Isu penghapusan bahan bakar minyak (BBM) kembali menghangat setelah Ketua Kamar Dagang dan Industri (Kadin) Indonesia Suryo Bambang Sulisto memberikan hasil rekomendasi pertemuan Kadin baru-baru ini di Palembang. Dari 9 butir hasil rekomendasi Kadin, satu diantaranya adalah merekomendasikan kepada pemerintah untuk menghapus subsidi BBM. Alasannya, subsidi BBM selama ini tidak tepat sasaran.

Rekomendasi Kadin tersebut bukan tanpa alasan.
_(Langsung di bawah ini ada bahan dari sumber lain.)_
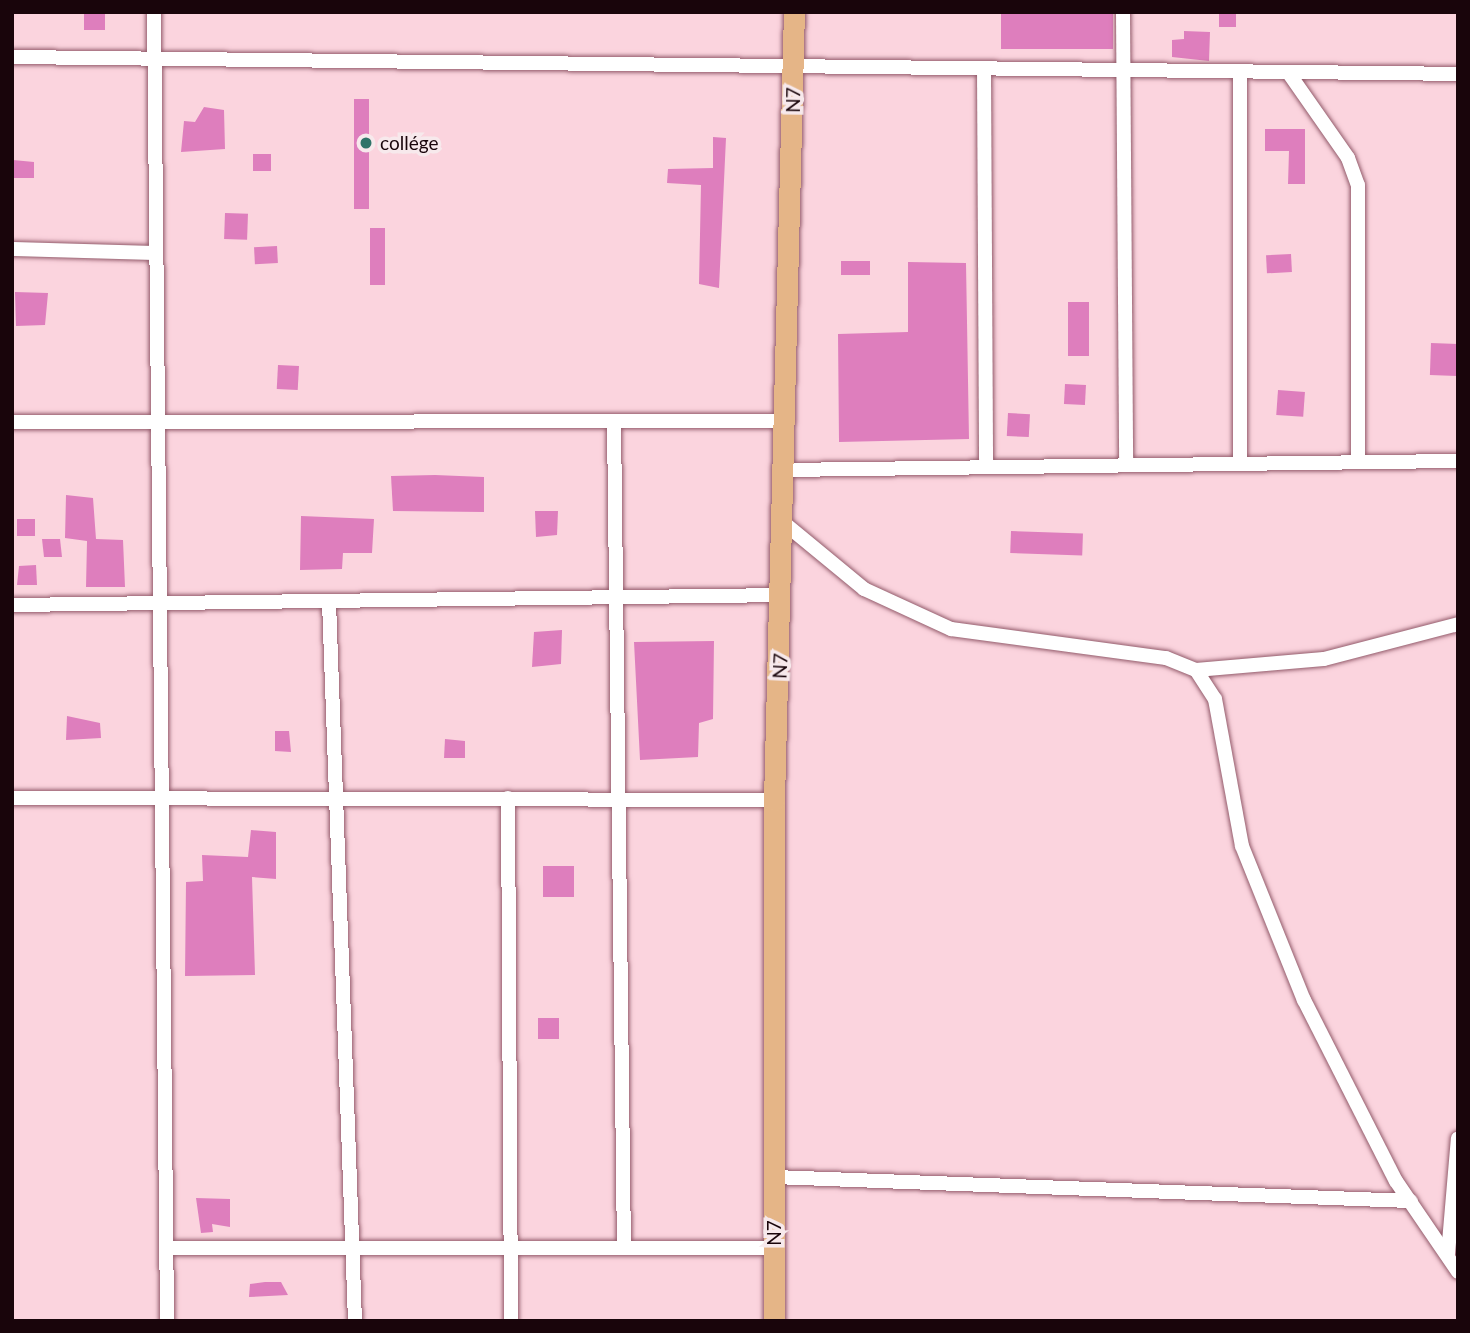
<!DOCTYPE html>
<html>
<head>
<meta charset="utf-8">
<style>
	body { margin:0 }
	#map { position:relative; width:1470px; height:1333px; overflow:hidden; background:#fbd4de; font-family:Lato,sans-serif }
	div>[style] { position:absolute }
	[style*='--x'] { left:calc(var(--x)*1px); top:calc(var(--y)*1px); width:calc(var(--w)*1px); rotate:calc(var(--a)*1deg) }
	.building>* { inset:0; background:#de7ebd; transform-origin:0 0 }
	.roads { filter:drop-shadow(0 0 2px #935b6b) drop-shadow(0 0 2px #935b6b) }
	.street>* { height:14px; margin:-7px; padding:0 7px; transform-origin:7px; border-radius:7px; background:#fff }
	.primary>* { height:21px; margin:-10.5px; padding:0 10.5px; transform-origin:10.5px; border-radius:10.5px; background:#e5b587 }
	.dots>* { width:19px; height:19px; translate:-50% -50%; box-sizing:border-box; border:4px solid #f7e9ec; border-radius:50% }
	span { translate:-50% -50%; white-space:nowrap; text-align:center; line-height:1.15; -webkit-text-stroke:7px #f7e9ec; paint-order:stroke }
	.street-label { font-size:19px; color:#19050b }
	.poi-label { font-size:19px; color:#19050b }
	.left { translate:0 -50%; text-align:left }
	.frame { position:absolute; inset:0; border:14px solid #19050b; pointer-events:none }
</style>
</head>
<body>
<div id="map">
	<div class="building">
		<i style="left:84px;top:12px;width:21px;height:18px"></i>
		<i style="left:1001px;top:12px;width:112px;height:37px"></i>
		<i style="left:1219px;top:12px;width:17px;height:15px"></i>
		<i style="clip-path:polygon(1184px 31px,1210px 32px,1209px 61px,1172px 57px,1172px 40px,1184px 39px)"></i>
		<i style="left:354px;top:99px;width:15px;height:110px"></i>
		<i style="clip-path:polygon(204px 107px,224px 110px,225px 149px,181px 152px,184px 121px,195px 122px)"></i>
		<i style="clip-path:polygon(1265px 129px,1305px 129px,1305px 184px,1288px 184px,1289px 151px,1265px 151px)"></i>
		<i style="clip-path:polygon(713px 137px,726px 138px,719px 288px,699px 284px,701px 185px,667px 183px,668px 169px,713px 168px)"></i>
		<i style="left:253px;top:154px;width:18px;height:17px"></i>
		<i style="clip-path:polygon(13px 160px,34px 162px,34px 178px,12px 178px)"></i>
		<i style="left:225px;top:213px;width:23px;height:26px;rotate:2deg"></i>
		<i style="left:370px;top:228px;width:15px;height:57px"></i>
		<i style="left:277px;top:246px;width:17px;height:23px;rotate:87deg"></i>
		<i style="left:1291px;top:254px;width:18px;height:25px;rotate:87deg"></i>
		<i style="left:870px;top:261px;width:14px;height:29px;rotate:90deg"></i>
		<i style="clip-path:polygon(908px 262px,966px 263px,969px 439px,839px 442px,838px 334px,908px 332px)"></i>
		<i style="clip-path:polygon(15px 292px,48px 293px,45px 325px,16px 326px)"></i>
		<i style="left:1068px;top:302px;width:21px;height:54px"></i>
		<i style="left:1431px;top:343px;width:27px;height:32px;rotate:2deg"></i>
		<i style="left:278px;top:365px;width:21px;height:24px;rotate:3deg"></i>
		<i style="left:1065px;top:384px;width:21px;height:20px;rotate:3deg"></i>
		<i style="left:1278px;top:390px;width:27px;height:25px;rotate:4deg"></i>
		<i style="left:1008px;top:413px;width:22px;height:23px;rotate:3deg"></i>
		<i style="clip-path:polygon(435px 475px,484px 477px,484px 512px,393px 511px,391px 476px)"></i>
		<i style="clip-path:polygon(66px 495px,93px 498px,96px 539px,123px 540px,125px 587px,86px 587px,87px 541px,65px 538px)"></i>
		<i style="clip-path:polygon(535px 511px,558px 511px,557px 535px,536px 537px)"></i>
		<i style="clip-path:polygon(301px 516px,374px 519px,372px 553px,343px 553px,342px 569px,300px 570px)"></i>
		<i style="left:17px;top:519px;width:18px;height:17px"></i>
		<i style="left:1011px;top:531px;width:72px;height:22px;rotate:2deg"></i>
		<i style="clip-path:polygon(42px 539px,60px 539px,62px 557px,44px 557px)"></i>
		<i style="clip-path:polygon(36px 565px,37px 585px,17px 585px,19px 566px)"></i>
		<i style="clip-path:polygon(562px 630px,561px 664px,532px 667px,534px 632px)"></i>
		<i style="clip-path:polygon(714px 641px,713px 719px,699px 723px,698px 757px,640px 760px,634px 642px)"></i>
		<i style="clip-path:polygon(67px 716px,100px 723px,101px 738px,66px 740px)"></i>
		<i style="clip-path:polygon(275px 731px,289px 731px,291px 752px,275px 751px)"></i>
		<i style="clip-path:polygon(445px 739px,465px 741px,465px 758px,444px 758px)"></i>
		<i style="clip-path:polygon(251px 830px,276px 832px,276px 879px,252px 877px,255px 975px,185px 976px,186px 882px,203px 881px,202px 855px,248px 857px)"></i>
		<i style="left:543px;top:866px;width:31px;height:31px"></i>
		<i style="left:538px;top:1018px;width:21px;height:21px"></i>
		<i style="clip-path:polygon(196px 1198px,230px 1199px,230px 1227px,212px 1224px,213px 1232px,201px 1233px)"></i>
		<i style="clip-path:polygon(265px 1282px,281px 1282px,288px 1295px,249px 1297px,250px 1284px)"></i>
	</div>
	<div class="roads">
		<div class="street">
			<i style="--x:154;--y:12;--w:1309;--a:89.43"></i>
			<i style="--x:1123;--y:12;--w:453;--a:89.6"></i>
			<i style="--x:12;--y:57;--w:1446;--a:0.67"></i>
			<i style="--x:984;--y:69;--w:398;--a:89.7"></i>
			<i style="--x:1288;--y:72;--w:105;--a:55.1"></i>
			<i style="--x:1348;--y:158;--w:29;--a:70"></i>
			<i style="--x:1358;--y:185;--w:277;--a:90"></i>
			<i style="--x:12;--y:249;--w:144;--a:1.6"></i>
			<i style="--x:614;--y:421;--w:827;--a:89.31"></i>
			<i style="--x:12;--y:422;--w:773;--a:-0.07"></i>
			<i style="--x:1240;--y:464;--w:392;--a:-90"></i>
			<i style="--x:784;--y:470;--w:674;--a:-0.77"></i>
			<i style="--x:784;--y:523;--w:104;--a:39.5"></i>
			<i style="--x:864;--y:589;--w:96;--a:24.7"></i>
			<i style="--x:951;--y:629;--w:217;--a:7.7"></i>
			<i style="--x:1166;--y:658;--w:32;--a:22"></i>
			<i style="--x:1196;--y:670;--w:35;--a:57"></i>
			<i style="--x:1215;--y:699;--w:149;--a:79.6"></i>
			<i style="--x:1242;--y:846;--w:166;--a:68.1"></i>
			<i style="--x:1304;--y:1000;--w:203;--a:63.1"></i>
			<i style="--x:1396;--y:1181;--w:110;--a:55.7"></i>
			<i style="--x:329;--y:602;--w:719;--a:87.93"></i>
			<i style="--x:12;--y:605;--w:771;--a:-0.74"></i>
			<i style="--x:1196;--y:670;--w:128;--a:-4.9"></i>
			<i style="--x:1324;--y:659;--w:138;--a:-14.6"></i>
			<i style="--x:12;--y:798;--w:762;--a:0.15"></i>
			<i style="--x:508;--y:798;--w:523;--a:89.67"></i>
			<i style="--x:774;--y:1177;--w:637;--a:2.16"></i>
			<i style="--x:167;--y:1248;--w:607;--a:0"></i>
			<i style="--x:1448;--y:1254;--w:116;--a:-85.1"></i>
		</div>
		<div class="primary">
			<i style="--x:774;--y:1321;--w:521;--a:-90"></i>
			<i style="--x:774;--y:800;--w:788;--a:-88.55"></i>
		</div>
	</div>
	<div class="dots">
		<i style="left:366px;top:143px;background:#2f7469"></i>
	</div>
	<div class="street-label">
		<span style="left:793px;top:100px;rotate:-89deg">N7</span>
		<span style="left:780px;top:666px;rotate:-87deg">N7</span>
		<span style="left:774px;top:1233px;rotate:-90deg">N7</span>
	</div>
	<div class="poi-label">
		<span class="left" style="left:380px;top:143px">collége</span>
	</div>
	<div class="frame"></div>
</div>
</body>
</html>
Bila kita melihat, dalam beberapa tahun terakhir, subsidi BBM masih sangat tinggi, padahal dana subsidi tersebut lebih bermanfaat dipakai untuk membangun infrasture pedesaan, ketimbang dihabiskan untuk membakar dubsidi.

Untuk tahun 2012 dan 2013 saja, subsidi BBM mencapai Rp Rp 211,9 triliun dan Rp 199,9 triliun. Tahun 2014, subsidi bahan bakar minyak ditetapkan sedikit lebih rendah yakni Rp194,9 triliun. Namun, masih sangat tinggi. Bayangkan bila dana Rp194,9 triliun tersebut digunakan untuk membangun infrastructure.

Alasan berikutnya alokasi dana subsidi BBM selama ini tidak tepat sasaran. Masyarakat kelas menengah ke atas pun turut menikmati BBM bersubsidi ini. Seharusnya, para pemilik kendaraan pribadi dipaksa untuk membeli BBM non-subsidi. Kalau mereka punya dana untuk membeli kendaraan ratusan juta hingga miliaran rupiah, seharusnya juga berani untuk membeli BBM non-subsidi. Bila pemerintah mencabut BBM subsidi,  sebagian besar masyarakat kemungkinan mengurangi aktivitas berkendaraan mereka, dan beralih ke moda transportasi umum. Tentu ini juga harus didukung oleh perbaikan fasilitas transportasi publik.

Disamping itu, penyaluran dana subsidi BBM selama ini rawan penyalahgunaan. Ini terbukti dari laporan audit Badan Pemeriksa Keuangan (BBM) baru-baru ini yang menemukan adanya dugaan mark-up atau manipulasi dana penyaluran subsidi atau public service obligation (PSO). Selama semester pertama tahun ini, BPK menenmukan 9 BUMN yang melakukan mark-up penyaluran dana subsidi hingga Rp9,03 triliun. Mark up terbesar ada pada BUMN listrik PT PLN. Berikut temuan dugaan penyalahgunaan penyaluran dana subsidi beberapa BUMN:
  1. PLN mencapai Rp 6,77 triliun
  2. PT Pertamina (Persero) senilai Rp 999,38 miliar
  3. Perum Bulog senilai Rp 707,66 miliar
  4. PT Pupuk Sriwidjaja (Persero) senilai Rp 270,95 miliar
  5. PT Pupuk Kaltim (Persero) senilai Rp 51,67 miliar
  6. PT Pupuk Kujang (Persero) senilai Rp 25,33 miliar
  7. PT Petrokimia Gresik (Persero) senilai Rp 134,12 miliar
  8. PT Pupuk Iskandar Muda (Persero) senilai Rp 16,37 miliar
  9. PT Pelni (Persero) sebesar Rp 48,05 miliar

Anggota BPK Ali Masykur Musa, seperti yang dikutip detik.com, menilai mark up penyaluran subsidi adalah tindakan tidak sehat yang dilakukan perusahaan pelat merah. Dana hasil mark up tersebut harus dikembalikan ke kas negara.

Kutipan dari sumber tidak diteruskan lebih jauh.